In 1950 health and social security payments – the bulk of the welfare state – accounted for about a fifth of total government spending in the UK. Today they account for about a half of total spending.
Now consider the fact that the vast majority of this is either protected or simply ignored by the Spending Round, and it’s hardly a surprise that we’ve seen some brutal, double-digit cuts to various government departments (DCLG, Justice, DEFRA, DCMS) today. Quite simply, the amount of the government spending “pie” accounted for by cuttable, departments is smaller than it has ever been before – so if you want to cut some fat, there’s an ever-decreasing part of the body to cut it from.

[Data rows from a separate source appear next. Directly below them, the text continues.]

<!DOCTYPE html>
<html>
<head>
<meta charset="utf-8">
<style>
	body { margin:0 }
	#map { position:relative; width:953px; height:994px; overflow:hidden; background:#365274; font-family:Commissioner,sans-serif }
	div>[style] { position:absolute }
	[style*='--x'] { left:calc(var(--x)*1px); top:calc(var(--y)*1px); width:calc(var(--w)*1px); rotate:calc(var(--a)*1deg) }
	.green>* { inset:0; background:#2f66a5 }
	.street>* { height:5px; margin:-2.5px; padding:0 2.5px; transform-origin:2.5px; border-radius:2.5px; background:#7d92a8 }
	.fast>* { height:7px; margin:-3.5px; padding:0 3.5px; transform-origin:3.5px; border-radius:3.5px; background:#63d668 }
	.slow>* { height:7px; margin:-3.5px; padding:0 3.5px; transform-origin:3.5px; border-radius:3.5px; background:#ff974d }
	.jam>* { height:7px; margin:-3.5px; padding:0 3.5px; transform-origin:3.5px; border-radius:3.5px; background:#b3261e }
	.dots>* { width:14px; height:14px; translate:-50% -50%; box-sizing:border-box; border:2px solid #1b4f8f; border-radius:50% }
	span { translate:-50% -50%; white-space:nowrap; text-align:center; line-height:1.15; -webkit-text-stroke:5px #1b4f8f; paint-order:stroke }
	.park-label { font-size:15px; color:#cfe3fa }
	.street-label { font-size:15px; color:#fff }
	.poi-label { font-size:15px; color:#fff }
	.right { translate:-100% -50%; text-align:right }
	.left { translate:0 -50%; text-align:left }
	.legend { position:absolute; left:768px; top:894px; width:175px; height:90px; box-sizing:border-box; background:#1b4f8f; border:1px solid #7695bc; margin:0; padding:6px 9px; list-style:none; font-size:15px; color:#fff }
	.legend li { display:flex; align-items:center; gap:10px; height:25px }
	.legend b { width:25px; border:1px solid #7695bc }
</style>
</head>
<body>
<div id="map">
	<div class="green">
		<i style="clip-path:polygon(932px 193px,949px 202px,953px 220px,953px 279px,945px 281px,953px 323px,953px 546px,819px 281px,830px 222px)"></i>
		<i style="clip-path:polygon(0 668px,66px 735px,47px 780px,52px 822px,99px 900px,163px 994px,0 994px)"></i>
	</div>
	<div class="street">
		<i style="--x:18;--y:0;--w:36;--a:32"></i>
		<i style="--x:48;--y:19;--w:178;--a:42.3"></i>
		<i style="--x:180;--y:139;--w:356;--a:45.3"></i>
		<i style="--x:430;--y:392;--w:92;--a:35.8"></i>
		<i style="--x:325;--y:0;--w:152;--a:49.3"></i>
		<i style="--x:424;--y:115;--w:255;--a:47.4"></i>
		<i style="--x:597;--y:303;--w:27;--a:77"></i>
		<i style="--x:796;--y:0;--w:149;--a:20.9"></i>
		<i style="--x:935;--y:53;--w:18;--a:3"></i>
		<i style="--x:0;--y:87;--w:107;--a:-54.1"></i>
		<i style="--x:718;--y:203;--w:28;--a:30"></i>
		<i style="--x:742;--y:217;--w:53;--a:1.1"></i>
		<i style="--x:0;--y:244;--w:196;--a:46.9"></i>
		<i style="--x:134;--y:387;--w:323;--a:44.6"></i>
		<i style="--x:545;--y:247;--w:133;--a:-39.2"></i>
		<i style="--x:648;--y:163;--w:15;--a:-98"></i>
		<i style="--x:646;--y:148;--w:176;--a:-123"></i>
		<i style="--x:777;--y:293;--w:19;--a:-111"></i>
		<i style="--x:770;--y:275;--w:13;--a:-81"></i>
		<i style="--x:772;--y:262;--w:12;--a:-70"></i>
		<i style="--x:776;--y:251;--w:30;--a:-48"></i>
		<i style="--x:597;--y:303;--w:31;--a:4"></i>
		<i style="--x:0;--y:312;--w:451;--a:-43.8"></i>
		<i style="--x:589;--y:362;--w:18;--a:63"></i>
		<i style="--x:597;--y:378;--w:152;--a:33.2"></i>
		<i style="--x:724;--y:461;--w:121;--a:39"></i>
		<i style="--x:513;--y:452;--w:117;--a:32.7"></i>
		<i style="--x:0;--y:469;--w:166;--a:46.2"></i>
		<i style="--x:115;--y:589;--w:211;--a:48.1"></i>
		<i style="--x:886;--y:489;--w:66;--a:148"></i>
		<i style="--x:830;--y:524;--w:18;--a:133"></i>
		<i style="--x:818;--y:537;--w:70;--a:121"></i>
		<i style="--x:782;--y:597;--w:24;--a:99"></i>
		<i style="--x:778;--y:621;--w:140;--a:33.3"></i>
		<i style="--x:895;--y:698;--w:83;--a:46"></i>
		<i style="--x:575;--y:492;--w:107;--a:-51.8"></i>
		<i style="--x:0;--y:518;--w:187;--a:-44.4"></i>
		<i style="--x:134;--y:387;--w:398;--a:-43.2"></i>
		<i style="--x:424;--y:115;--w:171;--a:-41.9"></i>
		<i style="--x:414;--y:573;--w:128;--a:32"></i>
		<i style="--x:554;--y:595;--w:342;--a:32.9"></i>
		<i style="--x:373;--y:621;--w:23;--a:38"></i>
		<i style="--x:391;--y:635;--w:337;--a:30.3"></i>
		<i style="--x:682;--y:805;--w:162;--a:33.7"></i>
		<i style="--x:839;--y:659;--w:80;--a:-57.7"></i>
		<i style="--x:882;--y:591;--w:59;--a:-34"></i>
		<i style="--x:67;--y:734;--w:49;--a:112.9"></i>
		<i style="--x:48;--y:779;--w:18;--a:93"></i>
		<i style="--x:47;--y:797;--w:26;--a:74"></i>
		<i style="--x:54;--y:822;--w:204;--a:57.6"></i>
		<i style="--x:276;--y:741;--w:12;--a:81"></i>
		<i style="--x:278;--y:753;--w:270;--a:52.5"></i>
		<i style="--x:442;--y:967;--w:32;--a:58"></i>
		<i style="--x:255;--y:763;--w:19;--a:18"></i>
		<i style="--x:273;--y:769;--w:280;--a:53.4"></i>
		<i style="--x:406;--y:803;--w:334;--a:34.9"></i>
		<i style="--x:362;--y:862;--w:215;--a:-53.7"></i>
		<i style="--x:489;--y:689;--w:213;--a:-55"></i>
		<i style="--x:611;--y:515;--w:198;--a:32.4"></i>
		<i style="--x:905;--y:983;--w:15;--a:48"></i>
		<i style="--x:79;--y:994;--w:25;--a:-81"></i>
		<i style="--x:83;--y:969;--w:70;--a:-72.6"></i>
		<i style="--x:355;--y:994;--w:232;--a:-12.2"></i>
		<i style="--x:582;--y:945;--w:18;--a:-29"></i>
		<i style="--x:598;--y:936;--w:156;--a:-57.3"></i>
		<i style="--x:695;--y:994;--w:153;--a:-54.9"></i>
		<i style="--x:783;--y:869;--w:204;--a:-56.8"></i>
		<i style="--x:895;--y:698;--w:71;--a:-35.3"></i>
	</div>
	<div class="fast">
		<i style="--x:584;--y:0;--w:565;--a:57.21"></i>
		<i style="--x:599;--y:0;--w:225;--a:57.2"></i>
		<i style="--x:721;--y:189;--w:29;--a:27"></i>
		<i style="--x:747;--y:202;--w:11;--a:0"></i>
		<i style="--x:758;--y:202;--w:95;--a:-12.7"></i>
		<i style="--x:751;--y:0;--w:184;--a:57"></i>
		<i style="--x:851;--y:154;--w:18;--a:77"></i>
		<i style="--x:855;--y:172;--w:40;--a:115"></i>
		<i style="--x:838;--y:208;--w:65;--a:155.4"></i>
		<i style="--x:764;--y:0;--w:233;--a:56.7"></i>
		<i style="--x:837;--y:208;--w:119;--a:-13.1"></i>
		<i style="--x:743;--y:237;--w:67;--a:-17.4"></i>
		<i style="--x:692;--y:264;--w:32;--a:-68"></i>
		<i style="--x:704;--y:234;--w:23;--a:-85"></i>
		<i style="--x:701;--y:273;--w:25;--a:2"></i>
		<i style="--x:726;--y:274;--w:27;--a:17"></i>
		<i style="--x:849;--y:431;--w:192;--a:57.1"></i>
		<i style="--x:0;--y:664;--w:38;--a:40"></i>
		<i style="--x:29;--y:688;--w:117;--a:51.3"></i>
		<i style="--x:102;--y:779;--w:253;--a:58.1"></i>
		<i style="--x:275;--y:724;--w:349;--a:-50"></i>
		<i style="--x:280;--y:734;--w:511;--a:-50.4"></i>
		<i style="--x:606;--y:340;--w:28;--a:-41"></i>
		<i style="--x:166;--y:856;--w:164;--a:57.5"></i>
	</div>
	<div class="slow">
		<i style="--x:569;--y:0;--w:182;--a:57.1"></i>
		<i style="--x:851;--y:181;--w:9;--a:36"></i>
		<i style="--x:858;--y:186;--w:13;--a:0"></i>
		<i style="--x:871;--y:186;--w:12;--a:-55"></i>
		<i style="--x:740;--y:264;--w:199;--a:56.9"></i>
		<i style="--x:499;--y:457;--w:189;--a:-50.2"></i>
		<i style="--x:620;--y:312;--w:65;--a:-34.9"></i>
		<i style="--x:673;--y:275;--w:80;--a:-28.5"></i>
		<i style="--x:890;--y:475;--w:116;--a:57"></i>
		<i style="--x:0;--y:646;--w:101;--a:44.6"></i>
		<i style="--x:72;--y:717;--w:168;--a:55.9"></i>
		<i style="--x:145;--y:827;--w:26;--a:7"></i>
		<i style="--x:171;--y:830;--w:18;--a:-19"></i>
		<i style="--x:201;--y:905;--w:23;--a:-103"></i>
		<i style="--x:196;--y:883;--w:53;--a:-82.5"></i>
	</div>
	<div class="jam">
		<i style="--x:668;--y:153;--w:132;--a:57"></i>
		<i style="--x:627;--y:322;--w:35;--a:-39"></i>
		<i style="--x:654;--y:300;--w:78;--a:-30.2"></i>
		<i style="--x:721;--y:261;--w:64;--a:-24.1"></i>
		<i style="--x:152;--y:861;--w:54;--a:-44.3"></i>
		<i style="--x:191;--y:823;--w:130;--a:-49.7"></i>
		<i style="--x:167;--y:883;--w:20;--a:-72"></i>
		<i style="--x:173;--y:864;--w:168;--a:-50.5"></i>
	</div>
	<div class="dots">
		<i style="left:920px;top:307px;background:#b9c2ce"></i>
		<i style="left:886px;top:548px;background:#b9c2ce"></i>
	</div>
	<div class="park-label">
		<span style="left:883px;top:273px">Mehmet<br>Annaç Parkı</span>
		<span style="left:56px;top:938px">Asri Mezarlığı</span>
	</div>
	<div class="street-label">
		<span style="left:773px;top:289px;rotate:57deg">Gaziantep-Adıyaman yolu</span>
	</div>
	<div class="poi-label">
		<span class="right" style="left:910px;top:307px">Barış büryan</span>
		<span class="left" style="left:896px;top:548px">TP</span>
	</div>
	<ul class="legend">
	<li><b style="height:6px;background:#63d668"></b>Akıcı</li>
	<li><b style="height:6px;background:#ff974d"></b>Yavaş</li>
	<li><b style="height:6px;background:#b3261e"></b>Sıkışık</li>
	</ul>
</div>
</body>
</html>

The upshot is that the Spending Round (it’s called a “round” this year because it only deals with one year’s spending) is becoming increasingly irrelevant. In technical terms it is supposed only to deal with so-called Departmental Expenditure. In practice, what desperately needs reform is every other part of Government spending.
And you can detect Number 11’s frustration with this from today’s measures. In economic terms, the most significant policies have nothing to do with how much money Theresa May or Vince Cable have managed to safeguard, and everything to do with trying to bring the welfare state back under control.

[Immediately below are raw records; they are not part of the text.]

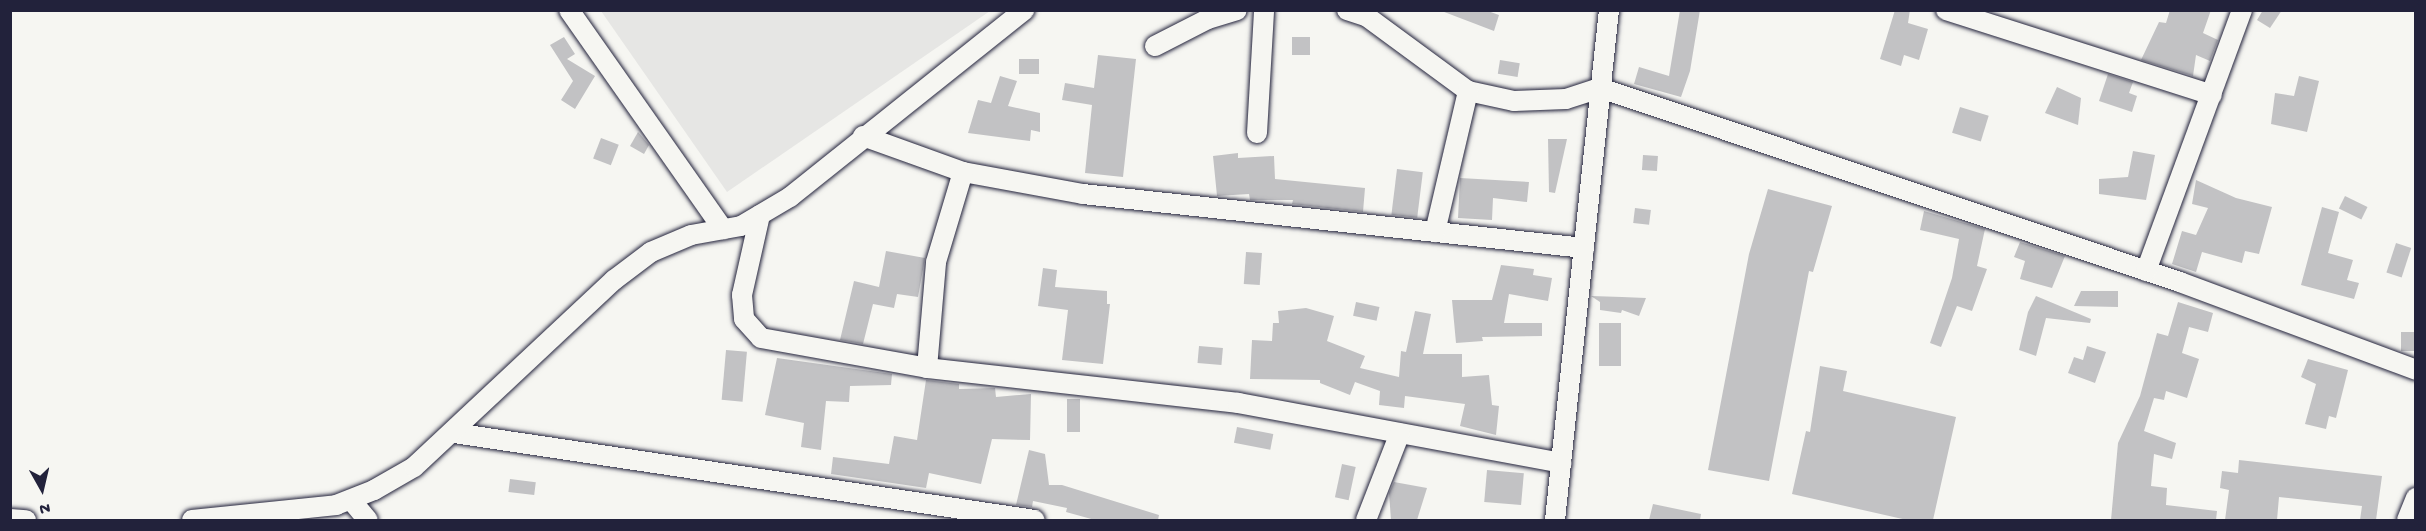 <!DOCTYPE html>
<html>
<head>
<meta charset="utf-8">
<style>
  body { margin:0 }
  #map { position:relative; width:2426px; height:531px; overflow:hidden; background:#f6f6f2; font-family:"Gochi Hand",sans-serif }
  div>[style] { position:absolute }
  .built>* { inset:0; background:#e6e6e4 }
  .building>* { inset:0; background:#c2c2c4; transform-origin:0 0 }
  .roads { filter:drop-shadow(0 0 2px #22223b) drop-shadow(0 0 2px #22223b) }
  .minor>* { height:20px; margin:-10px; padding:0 10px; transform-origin:10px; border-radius:10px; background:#f6f6f2 }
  span { translate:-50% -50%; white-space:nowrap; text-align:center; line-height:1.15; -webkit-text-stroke:6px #f6f6f2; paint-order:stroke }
  .frame { position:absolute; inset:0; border:12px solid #22223b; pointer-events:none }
  .north { position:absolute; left:12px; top:459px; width:60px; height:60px; -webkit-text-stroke:4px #f6f6f2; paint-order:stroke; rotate:172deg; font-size:16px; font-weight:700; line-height:24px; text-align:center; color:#22223b }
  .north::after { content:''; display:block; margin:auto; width:21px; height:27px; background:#22223b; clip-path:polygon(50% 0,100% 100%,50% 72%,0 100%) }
</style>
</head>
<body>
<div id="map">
  <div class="built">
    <i style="clip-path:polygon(601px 11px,990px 11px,727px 192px)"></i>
  </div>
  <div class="building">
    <i style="clip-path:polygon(1439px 10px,1485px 10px,1499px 15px,1494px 31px)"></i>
    <i style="clip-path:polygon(1680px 10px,1700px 10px,1690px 71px,1681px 97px,1634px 84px,1639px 67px,1669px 76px)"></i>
    <i style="clip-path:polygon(1895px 10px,1910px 10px,1908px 23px,1928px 29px,1919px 60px,1904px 55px,1901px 66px,1880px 59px)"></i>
    <i style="clip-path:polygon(2170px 10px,2211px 10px,2203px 33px,2218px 40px,2210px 61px,2196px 55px,2193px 76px,2141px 60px,2159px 22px,2166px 23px)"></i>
    <i style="clip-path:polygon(2263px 10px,2282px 10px,2270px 28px,2257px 20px)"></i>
    <i style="clip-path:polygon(564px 37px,575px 54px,567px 59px,595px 76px,575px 109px,561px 100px,573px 81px,550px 45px)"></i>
    <i style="left:1292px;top:37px;width:18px;height:18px"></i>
    <i style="clip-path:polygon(1098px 55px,1136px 59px,1123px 177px,1085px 173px,1092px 105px,1062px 100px,1065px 83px,1094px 88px)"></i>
    <i style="left:1039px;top:59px;width:15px;height:20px;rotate:90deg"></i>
    <i style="left:1500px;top:60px;width:20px;height:14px;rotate:9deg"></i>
    <i style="clip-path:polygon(2108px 74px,2133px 82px,2129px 93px,2137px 96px,2132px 112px,2099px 101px)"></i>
    <i style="clip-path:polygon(1000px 76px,1017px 81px,1008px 106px,1040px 113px,1040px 132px,1031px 130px,1030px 141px,968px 133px,978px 100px,991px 103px)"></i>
    <i style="clip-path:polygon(2299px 76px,2319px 81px,2307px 132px,2271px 124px,2275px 93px,2294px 96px)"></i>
    <i style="clip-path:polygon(2057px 87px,2081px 98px,2078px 125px,2045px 113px)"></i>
    <i style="left:1960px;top:107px;width:30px;height:27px;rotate:17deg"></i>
    <i style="clip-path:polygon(638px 132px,649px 145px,644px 154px,630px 146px)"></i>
    <i style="left:601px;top:138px;width:19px;height:22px;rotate:21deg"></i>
    <i style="clip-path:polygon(1548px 139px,1567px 139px,1555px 193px,1549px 192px)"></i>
    <i style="clip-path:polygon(2133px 151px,2155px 155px,2146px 200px,2099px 194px,2099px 179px,2128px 177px)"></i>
    <i style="clip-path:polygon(1238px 153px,1238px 158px,1274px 156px,1275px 179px,1365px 188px,1363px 212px,1292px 204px,1293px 200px,1250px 200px,1249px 194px,1217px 196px,1213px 156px)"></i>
    <i style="left:1643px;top:155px;width:15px;height:15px;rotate:4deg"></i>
    <i style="left:1397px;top:169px;width:26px;height:46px;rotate:7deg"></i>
    <i style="clip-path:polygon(1460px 178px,1529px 182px,1527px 202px,1493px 198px,1492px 220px,1458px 218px)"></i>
    <i style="clip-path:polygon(2196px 180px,2236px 198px,2272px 207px,2259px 254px,2245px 251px,2242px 263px,2202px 252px,2196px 272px,2172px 264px,2182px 231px,2196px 235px,2208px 208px,2192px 204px)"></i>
    <i style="clip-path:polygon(1768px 189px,1832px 206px,1813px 272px,1809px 271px,1769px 481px,1708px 470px,1749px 254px)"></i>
    <i style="left:2345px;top:196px;width:25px;height:14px;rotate:26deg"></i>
    <i style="clip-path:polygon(2322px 207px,2339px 212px,2328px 253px,2353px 260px,2347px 280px,2359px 283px,2354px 299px,2301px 285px)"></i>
    <i style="left:1635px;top:208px;width:16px;height:15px;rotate:7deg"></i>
    <i style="clip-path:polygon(1924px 211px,1985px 229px,1977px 266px,1987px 269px,1972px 311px,1957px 306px,1941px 347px,1930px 343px,1952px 278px,1959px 239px,1920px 230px)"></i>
    <i style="clip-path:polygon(2020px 242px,2065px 256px,2052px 288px,2020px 279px,2025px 261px,2014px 257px)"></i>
    <i style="left:2396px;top:243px;width:16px;height:31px;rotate:18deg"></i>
    <i style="clip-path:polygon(886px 251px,925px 258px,918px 297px,897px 294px,894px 308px,873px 304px,863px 344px,840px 340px,854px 281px,879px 287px)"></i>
    <i style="left:1246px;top:252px;width:16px;height:32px;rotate:4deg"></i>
    <i style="clip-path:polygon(1501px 265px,1534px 269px,1533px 275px,1552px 278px,1548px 301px,1509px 294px,1504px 323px,1542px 323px,1542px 336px,1482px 337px,1483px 341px,1456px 343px,1452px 300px,1492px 300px)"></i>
    <i style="clip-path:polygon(1043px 268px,1057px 270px,1055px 287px,1107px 291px,1107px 304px,1110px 304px,1103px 364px,1062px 360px,1068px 310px,1038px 306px)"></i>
    <i style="clip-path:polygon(2081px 291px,2118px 291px,2118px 307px,2074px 306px)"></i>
    <i style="clip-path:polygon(1591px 296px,1622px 297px,1646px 298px,1639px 316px,1622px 310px,1621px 313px,1600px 310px,1600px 302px)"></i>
    <i style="clip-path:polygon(2036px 296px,2091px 319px,2090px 323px,2046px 318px,2036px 356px,2019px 350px,2028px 312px)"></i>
    <i style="left:1356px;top:302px;width:24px;height:14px;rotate:12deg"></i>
    <i style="clip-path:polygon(2178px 302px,2213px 313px,2208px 332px,2189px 327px,2182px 353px,2199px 359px,2187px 398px,2166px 391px,2164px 400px,2154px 398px,2144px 431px,2176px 443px,2172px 459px,2154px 454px,2151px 486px,2167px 488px,2166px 505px,2217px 511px,2216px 520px,2111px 520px,2118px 443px,2140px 396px,2157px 333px,2168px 336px)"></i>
    <i style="clip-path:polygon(1306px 308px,1334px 316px,1327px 341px,1365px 356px,1360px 368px,1399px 377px,1401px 351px,1406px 352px,1415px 311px,1431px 314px,1423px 354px,1462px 354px,1462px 377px,1489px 375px,1492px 405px,1499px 406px,1496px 435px,1460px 426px,1465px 404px,1405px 396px,1404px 408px,1379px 405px,1380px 391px,1355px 382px,1350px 395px,1320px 383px,1320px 380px,1250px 379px,1252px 340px,1272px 341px,1273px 323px,1279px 323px,1278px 311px)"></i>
    <i style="left:1599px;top:323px;width:22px;height:43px"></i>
    <i style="left:2401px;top:332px;width:14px;height:19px"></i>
    <i style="left:1199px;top:346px;width:24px;height:17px;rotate:5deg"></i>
    <i style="clip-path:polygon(2087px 346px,2106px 352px,2095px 383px,2068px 373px,2074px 357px,2083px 360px)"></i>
    <i style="left:726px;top:350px;width:21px;height:50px;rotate:5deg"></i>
    <i style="clip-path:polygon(777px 358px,892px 374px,891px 385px,850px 386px,849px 402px,826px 401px,821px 450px,801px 447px,804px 423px,765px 415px)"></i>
    <i style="clip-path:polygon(2308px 359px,2348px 370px,2336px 418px,2329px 416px,2326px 429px,2305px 424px,2316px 384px,2301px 377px)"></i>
    <i style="clip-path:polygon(1820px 366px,1847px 371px,1843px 391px,1956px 417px,1933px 520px,1907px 520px,1792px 494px,1806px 431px,1810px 432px)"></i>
    <i style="clip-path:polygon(926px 380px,959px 384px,959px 389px,995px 388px,996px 397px,1031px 394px,1030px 440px,992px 439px,981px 484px,929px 473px,926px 488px,831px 474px,833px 457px,889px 464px,894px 436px,917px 440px)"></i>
    <i style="left:1067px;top:399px;width:13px;height:33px"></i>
    <i style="left:1237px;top:427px;width:37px;height:16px;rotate:11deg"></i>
    <i style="clip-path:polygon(1029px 450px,1045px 454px,1049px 485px,1062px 485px,1159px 515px,1158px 520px,1095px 520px,1066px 512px,1067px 508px,1033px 501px,1032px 507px,1016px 505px)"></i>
    <i style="clip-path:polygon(2239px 460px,2382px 476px,2376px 520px,2360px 520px,2362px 506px,2279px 497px,2277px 520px,2225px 520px,2229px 490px,2220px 488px,2222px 471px,2238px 473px)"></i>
    <i style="left:1342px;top:464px;width:14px;height:34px;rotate:12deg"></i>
    <i style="left:1487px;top:470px;width:37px;height:32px;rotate:5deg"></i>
    <i style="left:510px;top:479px;width:26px;height:13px;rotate:7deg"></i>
    <i style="clip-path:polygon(1394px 482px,1427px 488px,1417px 520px,1391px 520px,1389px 493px)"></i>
    <i style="clip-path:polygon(1653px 504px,1701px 514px,1700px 520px,1649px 520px)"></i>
  </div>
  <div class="roads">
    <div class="minor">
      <i style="left:569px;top:10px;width:268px;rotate:54.9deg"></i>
      <i style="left:1347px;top:10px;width:20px;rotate:18deg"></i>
      <i style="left:1366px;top:16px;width:127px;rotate:36.3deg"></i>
      <i style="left:1468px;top:91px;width:47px;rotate:12.3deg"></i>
      <i style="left:1514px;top:101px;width:52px;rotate:-2.2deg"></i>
      <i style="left:1566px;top:99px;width:36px;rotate:-18deg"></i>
      <i style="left:1600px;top:88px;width:612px;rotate:18.49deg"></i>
      <i style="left:2180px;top:282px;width:252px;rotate:20.4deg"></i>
      <i style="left:1946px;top:10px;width:279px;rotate:17.7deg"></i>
      <i style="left:1155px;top:46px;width:59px;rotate:-27deg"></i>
      <i style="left:1208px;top:19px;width:30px;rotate:-17deg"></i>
      <i style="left:1257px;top:133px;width:123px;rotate:-86.7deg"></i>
      <i style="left:863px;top:136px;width:106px;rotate:19.8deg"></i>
      <i style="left:963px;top:172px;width:122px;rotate:10.4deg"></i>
      <i style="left:1083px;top:194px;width:504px;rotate:6.15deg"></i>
      <i style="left:760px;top:215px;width:82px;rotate:102.7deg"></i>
      <i style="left:742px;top:295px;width:24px;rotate:85deg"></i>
      <i style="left:744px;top:319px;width:25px;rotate:48deg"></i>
      <i style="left:761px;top:338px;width:169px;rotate:10.2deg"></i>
      <i style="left:927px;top:368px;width:313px;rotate:6.4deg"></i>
      <i style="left:1238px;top:403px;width:329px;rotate:10.5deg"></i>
      <i style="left:1435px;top:232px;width:145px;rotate:-76.8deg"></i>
      <i style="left:2146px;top:271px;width:278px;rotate:-69.8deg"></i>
      <i style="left:927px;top:368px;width:106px;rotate:-85.1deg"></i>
      <i style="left:936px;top:262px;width:94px;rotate:-73.3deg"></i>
      <i style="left:454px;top:433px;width:587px;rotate:8.52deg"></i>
      <i style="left:351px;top:500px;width:26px;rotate:50deg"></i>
      <i style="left:10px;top:519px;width:16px;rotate:4deg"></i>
      <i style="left:192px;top:520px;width:145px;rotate:-5.9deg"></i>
      <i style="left:336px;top:505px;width:41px;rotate:-21.5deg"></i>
      <i style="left:374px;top:490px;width:46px;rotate:-29.9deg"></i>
      <i style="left:414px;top:467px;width:274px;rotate:-43.1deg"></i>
      <i style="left:614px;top:280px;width:46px;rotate:-37.1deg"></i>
      <i style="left:651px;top:252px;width:43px;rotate:-23deg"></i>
      <i style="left:691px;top:235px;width:51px;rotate:-10.2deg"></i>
      <i style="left:741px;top:226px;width:57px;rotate:-30.6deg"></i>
      <i style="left:790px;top:197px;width:300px;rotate:-38.6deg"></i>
      <i style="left:1366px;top:520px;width:93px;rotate:-68.7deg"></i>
      <i style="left:1555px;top:520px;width:513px;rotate:-83.96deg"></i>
      <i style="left:2407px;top:520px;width:24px;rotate:-68deg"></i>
    </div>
  </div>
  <div class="frame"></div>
  <div class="north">N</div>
</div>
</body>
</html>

The most eye-catching of these is the new Welfare Cap, which will kick in from April 2015. In essence, it does for welfare spending what the inflation target is supposed to do for the Bank of England, providing a cap which the Government must try to keep below for spending on certain parts of the welfare bill. State pensions are excluded, though the Treasury argues that these are being reformed separately anyway, through measures including raising the retirement age. There will be a cash figure the Government has to try to keep below, and it will be forced to explain itself to Parliament if it exceeds it. The cap will be “enforced” by the Office for Budget Responsibility, though it won’t have any “teeth” to do anything about it.
Meanwhile, the Round also quietly moves towards integrating health and long-term care – a reform designed not merely to streamline the two (often combative) parts of the welfare state but, again, to try to bring their spending under control. That, after all, is what you need to do if you take that chart above seriously. There’s not much the Government can do about other “uncontrolled” costs like debt interest (lower interest rates helped save the Chancellor money this time around – higher rates are likely to cost him more in the future), which leaves health and welfare.
Clearly today’s Welfare Cap tackles one of those, but is it the right one? OECD research shows that while Britain’s spending on public services in general and health in particular is greater than in most other developed nations, the UK is already one of the less generous when it comes to cash benefits (eg unemployment insurance, disability benefit and all the other stuff we’d traditionally call welfare).
The implication is that cutting welfare payments much further could be far more painful and far less beneficial than cutting spending on healthcare.
Of course, health cuts aren’t possible until the coalition agreement protecting NHS spending expires. But the inexorable logic of the above is that this protection surely looks vulnerable beyond the next election.